0

I am about to design a database for which I will have frames from multiple data sources arriving, at different times. Each of these frames will need to be dissected and converted into engineering units for storage into the database with an appropriate data type (e.g. FLOAT, INT). Accordingly, the general structure would be a DATETIME datatype for a primary key and the remaining columns would be each of these converted values. This would keep everything aligned to the proper time of receipt.

For most of my tables (representing each data source/frame) the column counts are relatively small, several hundred columns. However there will be one that looks to have approximately 10,000 columns. From previous experience, I know that there are both hard limits for the maximum number of columns (4,096) as well as the the complete row size (65,536 bytes).

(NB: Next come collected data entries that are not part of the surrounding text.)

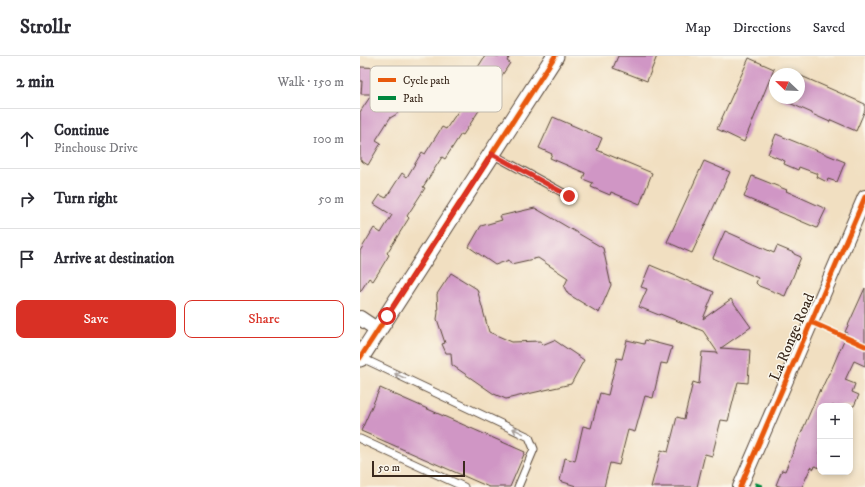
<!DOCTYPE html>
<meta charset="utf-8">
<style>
:root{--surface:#fff;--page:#f2f2f3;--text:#2b2b33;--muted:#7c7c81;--line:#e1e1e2;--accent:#d93025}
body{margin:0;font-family:"IM FELL DW Pica",serif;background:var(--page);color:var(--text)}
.controls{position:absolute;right:12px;bottom:12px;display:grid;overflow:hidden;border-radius:8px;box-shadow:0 2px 6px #0003}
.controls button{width:36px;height:36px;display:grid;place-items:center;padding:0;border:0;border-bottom:1px solid var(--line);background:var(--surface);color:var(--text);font:20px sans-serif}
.compass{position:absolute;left:409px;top:12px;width:36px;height:36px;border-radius:50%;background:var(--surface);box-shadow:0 2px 6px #0003;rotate:293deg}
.scale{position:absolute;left:12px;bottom:10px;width:93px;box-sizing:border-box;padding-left:4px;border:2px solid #3b2a1e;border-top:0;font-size:11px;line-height:14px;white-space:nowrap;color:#3b2a1e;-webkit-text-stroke:3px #fbf7ec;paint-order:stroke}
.stop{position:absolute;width:12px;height:12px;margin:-9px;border:3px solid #d93025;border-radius:50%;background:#fff}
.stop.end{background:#d93025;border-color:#fff;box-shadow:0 1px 4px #0008}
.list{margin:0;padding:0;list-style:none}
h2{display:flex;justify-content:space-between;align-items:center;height:52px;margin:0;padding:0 16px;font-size:17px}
h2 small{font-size:13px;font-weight:400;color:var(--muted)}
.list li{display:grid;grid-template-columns:26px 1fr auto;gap:12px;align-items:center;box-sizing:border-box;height:60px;padding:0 16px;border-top:1px solid var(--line)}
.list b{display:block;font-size:15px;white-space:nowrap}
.list p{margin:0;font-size:13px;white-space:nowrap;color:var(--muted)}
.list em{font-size:13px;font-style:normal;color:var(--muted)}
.actions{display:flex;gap:8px;padding:12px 16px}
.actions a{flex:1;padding:9px 0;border:1px solid var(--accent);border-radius:8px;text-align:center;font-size:14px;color:var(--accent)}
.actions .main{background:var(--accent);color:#fff}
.icon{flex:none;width:22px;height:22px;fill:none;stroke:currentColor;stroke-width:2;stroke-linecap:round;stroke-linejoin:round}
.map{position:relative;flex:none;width:505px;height:431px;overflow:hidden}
header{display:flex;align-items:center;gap:24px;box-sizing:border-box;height:56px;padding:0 20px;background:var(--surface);border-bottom:1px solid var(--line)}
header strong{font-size:19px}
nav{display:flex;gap:22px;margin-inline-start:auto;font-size:14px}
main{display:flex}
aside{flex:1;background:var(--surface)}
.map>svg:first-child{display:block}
</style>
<header>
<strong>Strollr</strong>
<nav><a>Map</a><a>Directions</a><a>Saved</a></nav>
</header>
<main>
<aside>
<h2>2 min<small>Walk · 150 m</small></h2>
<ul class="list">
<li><svg class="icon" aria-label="ahead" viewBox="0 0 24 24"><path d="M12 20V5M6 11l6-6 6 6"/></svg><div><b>Continue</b><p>Pinehouse Drive</p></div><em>100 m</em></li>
<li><svg class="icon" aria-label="right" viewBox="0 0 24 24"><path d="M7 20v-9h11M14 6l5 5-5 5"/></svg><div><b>Turn right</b></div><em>50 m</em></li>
<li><svg class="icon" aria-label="arrive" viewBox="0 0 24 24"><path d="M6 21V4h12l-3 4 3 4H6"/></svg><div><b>Arrive at destination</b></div></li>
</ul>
<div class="actions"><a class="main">Save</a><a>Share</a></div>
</aside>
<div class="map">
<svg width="505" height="431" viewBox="0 0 505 431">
<rect width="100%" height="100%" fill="#fbf7ec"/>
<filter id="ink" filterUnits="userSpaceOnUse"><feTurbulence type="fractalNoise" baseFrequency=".025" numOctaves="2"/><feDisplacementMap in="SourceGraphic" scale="8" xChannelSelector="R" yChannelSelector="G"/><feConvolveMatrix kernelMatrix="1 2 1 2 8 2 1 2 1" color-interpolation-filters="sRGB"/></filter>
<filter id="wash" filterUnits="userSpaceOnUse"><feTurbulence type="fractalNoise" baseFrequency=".012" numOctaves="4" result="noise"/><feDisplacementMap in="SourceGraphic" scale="16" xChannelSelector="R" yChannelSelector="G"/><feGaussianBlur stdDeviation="0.9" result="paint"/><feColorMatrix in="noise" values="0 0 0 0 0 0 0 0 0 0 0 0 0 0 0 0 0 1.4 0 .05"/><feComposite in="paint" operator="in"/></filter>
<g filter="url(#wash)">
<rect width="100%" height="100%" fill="#f1dfc1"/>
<g id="blocks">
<!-- building -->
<path fill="#d096c5" d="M125 0H150L147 5 150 7 103 79 101 78 85 103 82 101 63 131 65 132 47 160 49 162 27 197 29 199 20 214 13 225 9 222 0 236V195L14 172 21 177 32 159 14 148 20 139 26 142 42 117 47 121 62 96 65 98 82 71 86 73 122 20 115 16Z
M258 0H297L287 25 253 12Z
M389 2 414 13 384 86 357 73Z
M0 11 27 12 26 45 29 46 28 47 39 50V55L37 58 30 62 16 84 21 87 8 109 0 104V56L12 38H1L2 25H0Z
M439 19 505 48V54L496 75 471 64 470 66 452 58V57L418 42H439Z
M193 61 242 82 237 94 292 117 280 148 251 136 250 139 231 131 233 127 223 123 225 117 190 102 192 98 179 92Z
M416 78 485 106 477 126 468 123 467 126 457 121 458 118 439 111 438 114 424 108 425 105 408 98Z
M344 105 370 116 332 197 307 186Z
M392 120 427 134 426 135 466 153 457 172 384 141Z
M175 152 243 192 251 229 239 257 208 238 204 231 208 222 178 202 151 208 149 204 135 209 109 191 121 170 142 164 140 160Z
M365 175 414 197 417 190 434 197V198L441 201 425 240 399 230 396 227 398 222 353 202Z
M290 209 354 236 343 263 371 243 391 271 361 292 390 294 388 327 378 326 368 365 361 364 352 400 345 398 337 431H291L301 394 308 396 317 361 324 363 333 326 339 328 342 296 358 297 343 275 300 258 299 259 279 251 287 233 281 231Z
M91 217 117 233 129 276 152 286 181 285 182 289 194 284 224 304 211 328 146 343 134 338 92 309 91 297H86L82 288 85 287 77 263 78 257 77 238Z
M505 232V310L494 305 485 324 495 328 492 336 499 339 494 350H460V412L455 410 454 413 451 411 442 431H422L416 429 422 414 425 415 460 333V336L469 317H470L487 277 485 276Z
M267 284 284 288 285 284 312 291 307 308 301 307 293 342 285 340 275 376 268 374 259 409 250 407 244 431H216V430L200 425 205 402 215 405 223 370 231 372 240 337 248 339 257 302 262 303Z
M20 332 165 396 150 431H129L1 375Z"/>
</g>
</g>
<g filter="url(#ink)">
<use href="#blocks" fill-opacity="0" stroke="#564536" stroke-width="1"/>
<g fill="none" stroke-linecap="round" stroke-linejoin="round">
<defs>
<path id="service" d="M132 98 209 140
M0 301 169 381 174 393 158 431
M0 383 104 431"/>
<path id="minor" d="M0 262 18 274
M380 431 505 141"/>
<path id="tertiary" d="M0 302 195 0"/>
</defs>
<!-- service casing -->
<use href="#service" stroke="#564536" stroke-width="9"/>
<!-- minor casing -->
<use href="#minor" stroke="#564536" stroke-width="16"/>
<!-- tertiary casing -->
<use href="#tertiary" stroke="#564536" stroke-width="19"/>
<!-- service -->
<use href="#service" stroke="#fff" stroke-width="7"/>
<!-- minor -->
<use href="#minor" stroke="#fff" stroke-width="14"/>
<!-- tertiary -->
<use href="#tertiary" stroke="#fff" stroke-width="17"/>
<!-- quiet -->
<path stroke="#00873e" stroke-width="4" stroke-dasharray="8 4" stroke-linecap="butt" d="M395 428 403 431"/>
<defs>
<path id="cycleway" d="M451 266 505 290
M0 302 195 0
M380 431 505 141"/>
</defs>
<!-- cycleway casing -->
<use href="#cycleway" stroke="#fbf7ec" stroke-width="8"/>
<!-- cycleway -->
<use href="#cycleway" stroke="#e8590c" stroke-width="5"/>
</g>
<!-- one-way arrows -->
<defs><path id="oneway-shaft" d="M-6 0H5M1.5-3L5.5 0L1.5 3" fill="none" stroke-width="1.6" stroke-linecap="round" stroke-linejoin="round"/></defs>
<g stroke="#a79f9a">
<use href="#oneway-shaft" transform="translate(40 320) rotate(-155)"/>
<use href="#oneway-shaft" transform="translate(158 375) rotate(-154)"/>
</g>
</g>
<g fill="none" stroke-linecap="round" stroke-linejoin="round" filter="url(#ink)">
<!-- route -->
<path stroke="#d93025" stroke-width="5" d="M27 260 132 98 209 140"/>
</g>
<g text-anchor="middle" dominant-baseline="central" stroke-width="3" stroke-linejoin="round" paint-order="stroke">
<!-- street labels -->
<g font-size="15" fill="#3b2a1e" stroke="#fbf7ec">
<text transform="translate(432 281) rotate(-67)">La Ronge Road</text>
</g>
</g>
<!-- legend -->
<rect x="10" y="10" width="132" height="46" rx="6" fill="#fbf7ec" stroke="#c1baae" stroke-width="1"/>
<rect x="18" y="22" width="18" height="4" fill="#e8590c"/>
<rect x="18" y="40" width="18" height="4" fill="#00873e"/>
<g font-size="11" fill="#3b2a1e">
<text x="43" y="28">Cycle path</text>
<text x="43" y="46">Path</text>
</g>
</svg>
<div class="controls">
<button>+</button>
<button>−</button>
</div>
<svg class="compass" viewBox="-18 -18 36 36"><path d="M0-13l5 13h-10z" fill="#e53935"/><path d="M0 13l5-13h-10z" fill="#7c7c81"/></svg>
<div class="scale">50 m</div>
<div class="stop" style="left:27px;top:260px"></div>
<div class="stop end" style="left:209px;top:140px"></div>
</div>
</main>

Previously, I would have split this up into "adjacent" tables, like tableA_000, tableA_001, etc with each holding some arbitrary number of columns and yet still all using the same primary key (time). But doing this becomes a bit messy, namely that I have to create a separate lookup table to first reference when I want to find something. (For example, "colVoltage is in tableA_007", "colTimer is in tableB_003") I can certainly do this again in this manner, but I'm curious ... does anybody else have any different strategies for handling this? In an ideal world, I would be able to both insert to and select from what (to me) looks like one big table despite having so many columns.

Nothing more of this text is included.